After the oncogenic roles of PTTG1 have been identified, many studies further elucidated the underlying mechanisms of PTTG1 in breast cancer (Yoon et al. 2012; Liang et al. 2015). For instance, Yoon and colleagues have reported that PTTG1 promotes the development of breast cancer by the regulation of EMT and cancer stem cell populations (Yoon et al. 2012). Another study has revealed that PTTG1 induces tumorigenesis of breast cancer through regulating transforming growth factor β (TGFβ) mediated signaling pathway (Zhang et al. 2015). However, there are limited studies focusing on the regulation of PTTG1 in breast cancer. In the present study, we identified that the expression patterns of PTTG1 were regulated by estrogen. Additionally, we also demonstrated that the expressions of PTTG1 were correlated to the tamoxifen resistance. These results suggested an alternative method to regulate the expressions of PTTG1.

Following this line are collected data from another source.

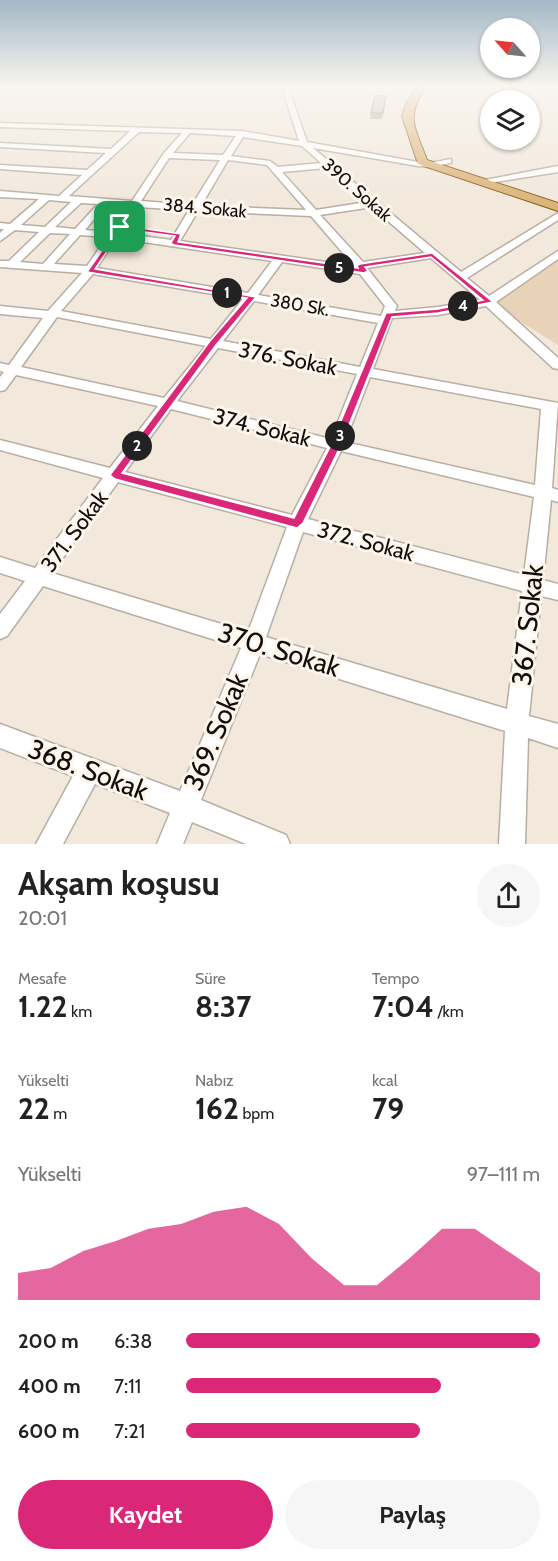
<!DOCTYPE html>
<html lang="tr">
<meta charset="utf-8">
<style>
body{margin:0;font-family:Cabin,sans-serif;background:#f6f6f6;color:#222;height:100vh;display:flex;flex-direction:column;font-size:22px;white-space:nowrap}
*{box-sizing:border-box;margin:0}
p{font-size:20px;color:#767676}
.icon{flex:none;width:33px;height:33px;fill:none;stroke:currentColor;stroke-width:2;stroke-linecap:round;stroke-linejoin:round}
.map{position:relative;height:844px;overflow:hidden}
.sheet{display:flex;flex-direction:column;background:#fff;flex:1}
.sheet>*{flex:none}
.needle{width:39px;rotate:297deg}
.fabs{position:absolute;left:480px;top:18px;display:grid;gap:12px}
.fabs a{display:grid;place-items:center;width:60px;height:60px;border-radius:50%;background:#fff;box-shadow:0 2px 4px #0004;font-size:30px}
.pin{position:absolute;display:grid;place-items:center;width:51px;height:51px;color:#fff;margin:-26px;border-radius:12px;box-shadow:0 3px 9px #0006}
.km{position:absolute;width:30px;height:30px;margin:-15px;border-radius:50%;background:#222;color:#fff;font-size:16px;line-height:30px;text-align:center}
.round{display:grid;place-items:center;flex:none;width:63px;height:63px;border-radius:32px;background:#f6f6f6}
.summary{display:flex;align-items:center;justify-content:space-between;height:102px;padding:0 18px}
h1{font-size:33px;font-weight:700;line-height:45px}
.stats{display:grid;grid-template-columns:repeat(3,1fr);gap:9px;height:102px;padding:6px 18px}
.stats div{display:grid;align-content:center}
.stats b{font-size:30px;font-weight:700}
.stats small{font-size:16px;font-weight:400}
.stats p{font-size:16px}
.chart{height:168px;padding:12px 18px}
.chart p{display:flex;justify-content:space-between}
.chart svg{width:100%;height:108px;margin-top:6px;fill:#db2777;opacity:.7}
.action{display:flex;gap:12px;margin-top:auto;padding:12px 18px}
.action a{flex:1;height:69px;border-radius:36px;background:#db2777;color:#fff;font-size:24px;font-weight:700;line-height:69px;text-align:center}
.action a+a{background:#f6f6f6;color:#222}
ul{padding:0 18px;list-style:none;font-size:20px}
li{display:grid;grid-template-columns:96px 72px 1fr;align-items:center;height:45px}
li i{height:15px;border-radius:8px;background:#db2777}
.map>svg:first-child{display:block}
.green{fill:#e8d2b8}
.lines{fill:none;stroke-linecap:round;stroke-linejoin:round}
.minor-casing{stroke:#b8aea3;stroke-width:3}
.major-casing{stroke:#835816;stroke-width:2}
.minor{fill:#fff;fill-rule:evenodd}
.major{fill:#dab377;fill-rule:evenodd}
.wall{fill:#a19990}
.building{fill:#bbb2a7;stroke:#837d75;stroke-width:1.5}
.route{fill:#db2777;stroke:#fff;stroke-width:1.5;fill-rule:evenodd}
.labels{text-anchor:middle;stroke-width:6;stroke-linejoin:round;paint-order:stroke}
.far-street-label{font-size:18px;fill:#110d0a;stroke:#fef5ec}
.street-label{font-size:22px;fill:#110d0a;stroke:#fef5ec}
.near-street-label{font-size:27px;fill:#110d0a;stroke:#fef5ec}
</style>
<div class="map">
<svg width="558" height="844" viewBox="0 0 558 844">
<rect width="100%" height="100%" fill="#f2e8dc"/>
<!-- green -->
<path class="green" d="M558,254V345L489,302Z"/>
<g class="lines">
<!-- minor casing -->
<g class="minor-casing">
<path id="minor" d="M282,87H288L307,142L418,162L430,163L451,159V163L430,167L418,166L313,148L461,272L558,213V220L467,278L489,296L558,251V259L496,302L558,358V369L553,368L486,306L438,315L392,318L373,369L558,403L552,488L558,490V502L551,500L543,580L558,584V600L541,596L529,716L558,724V748L528,738L525,844H499L505,731L260,654L201,800L286,835L290,844H246L192,822L183,844H157L170,813L95,784L63,844H36L73,776L0,748V724L180,791L241,648L43,586L7,636L0,639V614L25,581L0,573V557L35,568L103,478L0,450V440L110,468L158,406L16,375L5,390L0,391V377L4,372L0,371V363L9,365L43,318L0,314V306L48,311L82,273L0,267V261H9L39,232L15,230L0,241V233L4,229H0V223L10,224L39,199L0,197V191L59,196L82,175L0,169V165L87,170L106,153L0,147V143L111,149L130,131L0,127V123L242,131L299,141ZM139,132L182,133L164,153L132,201L69,196ZM190,133L236,136L223,155L173,153ZM243,137L302,146L321,163L278,167L270,161L231,156ZM169,158L220,160L192,205L141,201ZM228,160L267,165L306,210L201,206ZM327,168L367,202L316,210L282,172ZM49,200L71,202L45,227L21,225ZM81,203L98,204L75,229L55,227ZM107,204L128,206L111,232L85,230ZM137,207L189,210L171,240L120,233ZM372,207L425,253L363,262L320,215ZM198,211L311,216L354,266L180,241ZM50,233L70,234L43,264L20,262ZM80,235L107,237L87,266L54,264ZM116,238L272,261L248,293L97,268ZM431,258L480,300L438,307L395,311L397,306L367,268ZM282,262L360,274L385,306L381,316L258,295ZM93,274L243,299L211,339L61,311ZM254,301L378,323L360,367L223,341ZM57,317L206,346L164,398L21,367ZM218,348L357,374L331,439L177,401ZM370,377L541,409L535,485L345,442ZM171,409L327,448L292,515L125,472ZM341,451L534,497L524,575L308,519ZM118,482L287,527L248,632L52,573ZM303,532L522,591L507,709L266,637Z
M558,166V172L489,183L485,180Z"/>
</g>
<!-- major casing -->
<g class="major-casing">
<path id="major" d="M417,87H425C405,119 415,127 427,160L558,203V211L418,164L402,116L406,104Z"/>
</g>
<!-- minor -->
<use href="#minor" class="minor"/>
<!-- major -->
<use href="#major" class="major"/>
</g>
<!-- wall -->
<path class="wall" d="M385,102L382,119H370L371,113Z"/>
<!-- building -->
<path class="building" d="M375,96H386L383,113H371Z"/>
<!-- sky -->
<linearGradient id="sky" x2="0" y2="1"><stop stop-color="#a3b7c6"/><stop offset="0.42" stop-color="#f9f5ef"/><stop offset="1" stop-color="#f9f5ef" stop-opacity="0"/></linearGradient>
<rect width="558" height="205" fill="url(#sky)"/>
<!-- route -->
<path class="route" d="M120,225L181,234L178,242L358,268L357,266L360,264L432,253L493,302L438,313L392,317L341,445L303,523L297,528L115,479L110,475L210,341L247,298L87,272ZM122,229L175,236L171,243L174,245L364,273L368,271L365,267L431,257L483,300L438,309L386,313L331,445L294,518L122,473L216,345L256,297L95,269Z"/>
<g class="labels">
<!-- far-street labels -->
<g class="far-street-label">
<text transform="translate(357 190) rotate(41)" y="6">390. Sokak</text>
<text transform="translate(205 208) rotate(5)" y="6">384. Sokak</text>
<text transform="translate(300 305) rotate(10)" y="6">380 Sk.</text>
</g>
<!-- street labels -->
<g class="street-label">
<text transform="translate(288 358) rotate(11)" y="8">376. Sokak</text>
<text transform="translate(262 427) rotate(14)" y="8">374. Sokak</text>
<text transform="translate(74 531) rotate(-53)" y="8">371. Sokak</text>
<text transform="translate(366 541) rotate(15)" y="8">372. Sokak</text>
</g>
<!-- near-street labels -->
<g class="near-street-label">
<text transform="translate(528 625) rotate(-84)" y="9">367. Sokak</text>
<text transform="translate(279 650) rotate(17)" y="9">370. Sokak</text>
<text transform="translate(216 732) rotate(-67)" y="9">369. Sokak</text>
<text transform="translate(88 770) rotate(21)" y="9">368. Sokak</text>
</g>
</g>
</svg>
<div class="fabs">
<a><svg class="needle" viewBox="-14 -14 28 28"><path d="M0-13l5 13h-10z" fill="#e53935"/><path d="M0 13l5-13h-10z" fill="#767676"/></svg></a>
<a><svg class="icon" aria-label="layers" viewBox="0 0 24 24"><path d="M12 4l9 5-9 5-9-5zM3 14l9 5 9-5"/></svg></a>
</div>
<div class="pin" style="left:120px;top:227px;background:#1e9e55"><svg class="icon" aria-label="arrive" viewBox="0 0 24 24"><path d="M6 21V4h12l-3 4 3 4H6"/></svg></div>
<b class="km" style="left:227px;top:293px">1</b>
<b class="km" style="left:137px;top:446px">2</b>
<b class="km" style="left:340px;top:436px">3</b>
<b class="km" style="left:463px;top:306px">4</b>
<b class="km" style="left:339px;top:268px">5</b>
</div>
<section class="sheet">
<div class="summary"><div><h1>Akşam koşusu</h1><p>20:01</p></div><a class="round"><svg class="icon" aria-label="share" viewBox="0 0 24 24"><path d="M12 15V3M7 8l5-5 5 5M5 13v7h14v-7"/></svg></a></div>
<div class="stats">
<div><p>Mesafe</p><b>1.22<small> km</small></b></div>
<div><p>Süre</p><b>8:37</b></div>
<div><p>Tempo</p><b>7:04<small> /km</small></b></div>
</div>
<div class="stats">
<div><p>Yükselti</p><b>22<small> m</small></b></div>
<div><p>Nabız</p><b>162<small> bpm</small></b></div>
<div><p>kcal</p><b>79</b></div>
</div>
<div class="chart"><p><span>Yükselti</span>97–111 m</p>
<svg viewBox="0 0 160 44" preserveAspectRatio="none"><path d="M0 44V33L10 31L20 24L30 20L40 15L50 13L60 8L70 6L80 13L90 27L100 38L110 38L120 27L130 15L140 15L150 24L160 33V44z"/></svg>
</div>
<ul>
<li><b>200 m</b>6:38<i style="width:100%"></i></li>
<li><b>400 m</b>7:11<i style="width:72%"></i></li>
<li><b>600 m</b>7:21<i style="width:66%"></i></li>
</ul>
<div class="action"><a>Kaydet</a><a>Paylaş</a></div>
</section>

Finally, in the present study, two targets including CCNA2 and CCNB2 were identified. CCNA2 is also known as cyclin A2 and CCNB2 is known as cyclin B2. These two genes are known as important for the regulation of the cell cycle (Casimiro et al. 2012; Nakayama and Nakayama 2006). Therefore, we speculate that the levels of PTTG1 might be associated with the cell cycle of breast cancer cells. Interestingly, the results showed that overexpression of PTTG1 led to more breast cancer cells distributed in S phase. Additionally, we also noticed that an increase of percentage of cells in G2/M from 8.0% in the vector cells to 21.3% in the PTTG1 overexpression cells. Less percentage of cells were arrested in the G1/G0 phase. Consequently, more percentage of cells were arrested in S and G2/M. These results suggested that PTTG1 affected cell viabilities in part by the regulation of cell cycle. This finding is in part consistent with a previous study, which has reported that PTTG1 affects the cell cycle in prostate cancer. However, the effects of PTTG1 on the other genes associated with the cell cycle should be explored in further studies.

Conclusion

The present study demonstrated that the levels of PTTG1 were correlated with the survival status of patients with breast cancer. In vitro study showed that levels of PTTG1 were negatively associated with cell proliferation. Our results supported that estrogen regulated PTTG1 expression and PTTG1 reduced tamoxifen sensitivities of breast cancers. Notably, we identified that CCNA2 and CCNB2 were target genes of PTTG1 in breast cancer.